EXERCISE DIRECTIONS: Check every line below for the string "rows", and copy the lines that contain it.

(Stored items)
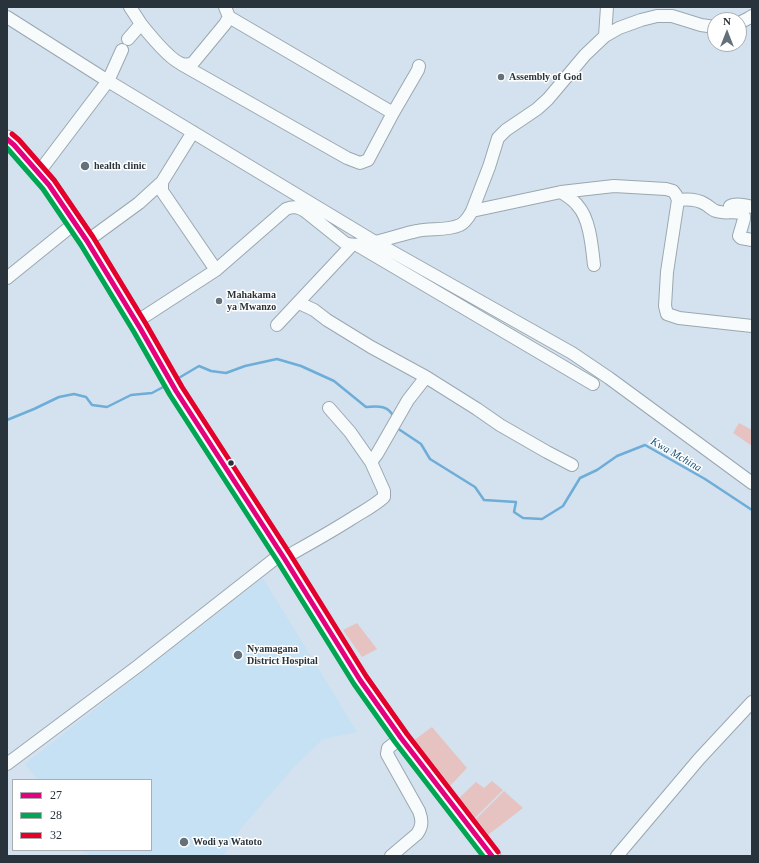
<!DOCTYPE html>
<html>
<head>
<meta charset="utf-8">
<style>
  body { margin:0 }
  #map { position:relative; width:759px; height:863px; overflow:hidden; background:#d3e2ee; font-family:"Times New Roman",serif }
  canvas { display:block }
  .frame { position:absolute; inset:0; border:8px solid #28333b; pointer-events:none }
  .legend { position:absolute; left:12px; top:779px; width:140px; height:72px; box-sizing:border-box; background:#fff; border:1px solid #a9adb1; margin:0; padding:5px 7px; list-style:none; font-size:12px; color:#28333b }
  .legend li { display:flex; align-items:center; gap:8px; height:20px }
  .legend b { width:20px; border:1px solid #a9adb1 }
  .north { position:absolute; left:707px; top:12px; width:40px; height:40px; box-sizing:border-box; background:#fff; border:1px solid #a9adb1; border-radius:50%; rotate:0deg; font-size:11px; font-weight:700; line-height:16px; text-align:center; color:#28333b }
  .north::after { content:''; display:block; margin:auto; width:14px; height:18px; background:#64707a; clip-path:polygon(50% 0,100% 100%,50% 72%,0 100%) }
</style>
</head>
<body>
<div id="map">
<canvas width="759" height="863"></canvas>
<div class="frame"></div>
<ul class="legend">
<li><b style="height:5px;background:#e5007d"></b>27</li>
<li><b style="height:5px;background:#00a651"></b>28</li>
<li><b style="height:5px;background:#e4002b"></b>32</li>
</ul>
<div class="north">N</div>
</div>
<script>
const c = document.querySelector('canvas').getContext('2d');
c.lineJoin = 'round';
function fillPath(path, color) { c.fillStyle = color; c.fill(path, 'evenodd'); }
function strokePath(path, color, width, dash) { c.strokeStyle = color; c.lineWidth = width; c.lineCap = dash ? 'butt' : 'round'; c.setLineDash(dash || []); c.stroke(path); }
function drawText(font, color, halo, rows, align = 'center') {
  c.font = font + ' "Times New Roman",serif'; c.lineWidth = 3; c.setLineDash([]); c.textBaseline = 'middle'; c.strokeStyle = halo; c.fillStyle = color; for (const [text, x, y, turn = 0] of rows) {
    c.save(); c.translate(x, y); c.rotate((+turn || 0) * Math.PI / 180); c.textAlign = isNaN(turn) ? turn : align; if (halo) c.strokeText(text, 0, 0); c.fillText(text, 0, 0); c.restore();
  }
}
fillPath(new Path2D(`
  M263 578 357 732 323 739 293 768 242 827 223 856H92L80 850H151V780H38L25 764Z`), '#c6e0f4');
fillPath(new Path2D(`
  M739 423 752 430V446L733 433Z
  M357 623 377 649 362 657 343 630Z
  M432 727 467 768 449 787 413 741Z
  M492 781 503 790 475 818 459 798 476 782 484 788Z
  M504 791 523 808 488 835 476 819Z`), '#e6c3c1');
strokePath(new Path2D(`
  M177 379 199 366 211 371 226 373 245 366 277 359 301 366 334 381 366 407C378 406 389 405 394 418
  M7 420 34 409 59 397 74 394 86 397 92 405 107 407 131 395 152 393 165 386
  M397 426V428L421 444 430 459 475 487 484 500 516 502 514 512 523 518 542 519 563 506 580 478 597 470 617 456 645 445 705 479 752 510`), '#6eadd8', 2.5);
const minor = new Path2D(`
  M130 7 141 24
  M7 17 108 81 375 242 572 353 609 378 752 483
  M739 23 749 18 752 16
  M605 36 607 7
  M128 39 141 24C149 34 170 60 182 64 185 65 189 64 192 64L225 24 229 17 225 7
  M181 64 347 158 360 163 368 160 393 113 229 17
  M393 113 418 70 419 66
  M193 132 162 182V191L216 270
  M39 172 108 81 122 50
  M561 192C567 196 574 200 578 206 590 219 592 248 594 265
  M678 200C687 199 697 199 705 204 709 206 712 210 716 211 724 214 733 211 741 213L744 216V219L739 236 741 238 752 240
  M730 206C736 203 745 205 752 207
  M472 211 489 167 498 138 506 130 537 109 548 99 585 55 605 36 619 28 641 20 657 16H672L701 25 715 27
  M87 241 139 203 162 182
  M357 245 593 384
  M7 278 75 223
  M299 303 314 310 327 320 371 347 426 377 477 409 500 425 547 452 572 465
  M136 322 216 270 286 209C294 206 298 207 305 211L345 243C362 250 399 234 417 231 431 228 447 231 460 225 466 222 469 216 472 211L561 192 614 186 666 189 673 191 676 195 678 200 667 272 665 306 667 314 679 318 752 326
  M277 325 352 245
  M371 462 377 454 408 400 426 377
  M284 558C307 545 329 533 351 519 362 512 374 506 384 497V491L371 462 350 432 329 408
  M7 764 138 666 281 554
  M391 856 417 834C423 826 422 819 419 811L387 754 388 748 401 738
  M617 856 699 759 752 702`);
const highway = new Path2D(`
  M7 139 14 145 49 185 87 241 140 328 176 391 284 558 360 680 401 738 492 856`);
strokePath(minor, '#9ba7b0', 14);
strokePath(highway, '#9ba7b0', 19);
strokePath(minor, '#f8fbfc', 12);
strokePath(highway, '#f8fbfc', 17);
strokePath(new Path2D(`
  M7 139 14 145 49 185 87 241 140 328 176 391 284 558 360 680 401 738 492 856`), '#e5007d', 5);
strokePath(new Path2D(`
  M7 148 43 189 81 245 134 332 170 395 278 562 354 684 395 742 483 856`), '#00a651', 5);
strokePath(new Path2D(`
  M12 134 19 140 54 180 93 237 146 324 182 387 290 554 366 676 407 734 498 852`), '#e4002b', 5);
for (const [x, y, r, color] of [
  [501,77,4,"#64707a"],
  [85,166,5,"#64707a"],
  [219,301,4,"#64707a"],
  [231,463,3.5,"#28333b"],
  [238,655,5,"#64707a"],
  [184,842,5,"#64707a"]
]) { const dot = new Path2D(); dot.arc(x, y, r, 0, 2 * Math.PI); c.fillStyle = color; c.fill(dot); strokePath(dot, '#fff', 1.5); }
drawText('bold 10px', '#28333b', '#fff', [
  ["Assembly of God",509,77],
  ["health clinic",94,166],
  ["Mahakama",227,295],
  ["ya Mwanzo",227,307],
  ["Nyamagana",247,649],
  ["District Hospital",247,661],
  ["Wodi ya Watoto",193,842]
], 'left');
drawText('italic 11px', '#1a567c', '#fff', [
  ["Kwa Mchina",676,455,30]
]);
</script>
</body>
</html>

WRITTEN SOLUTION:
function drawText(font, color, halo, rows, align = 'center') {
  c.font = font + ' "Times New Roman",serif'; c.lineWidth = 3; c.setLineDash([]); c.textBaseline = 'middle'; c.strokeStyle = halo; c.fillStyle = color; for (const [text, x, y, turn = 0] of rows) {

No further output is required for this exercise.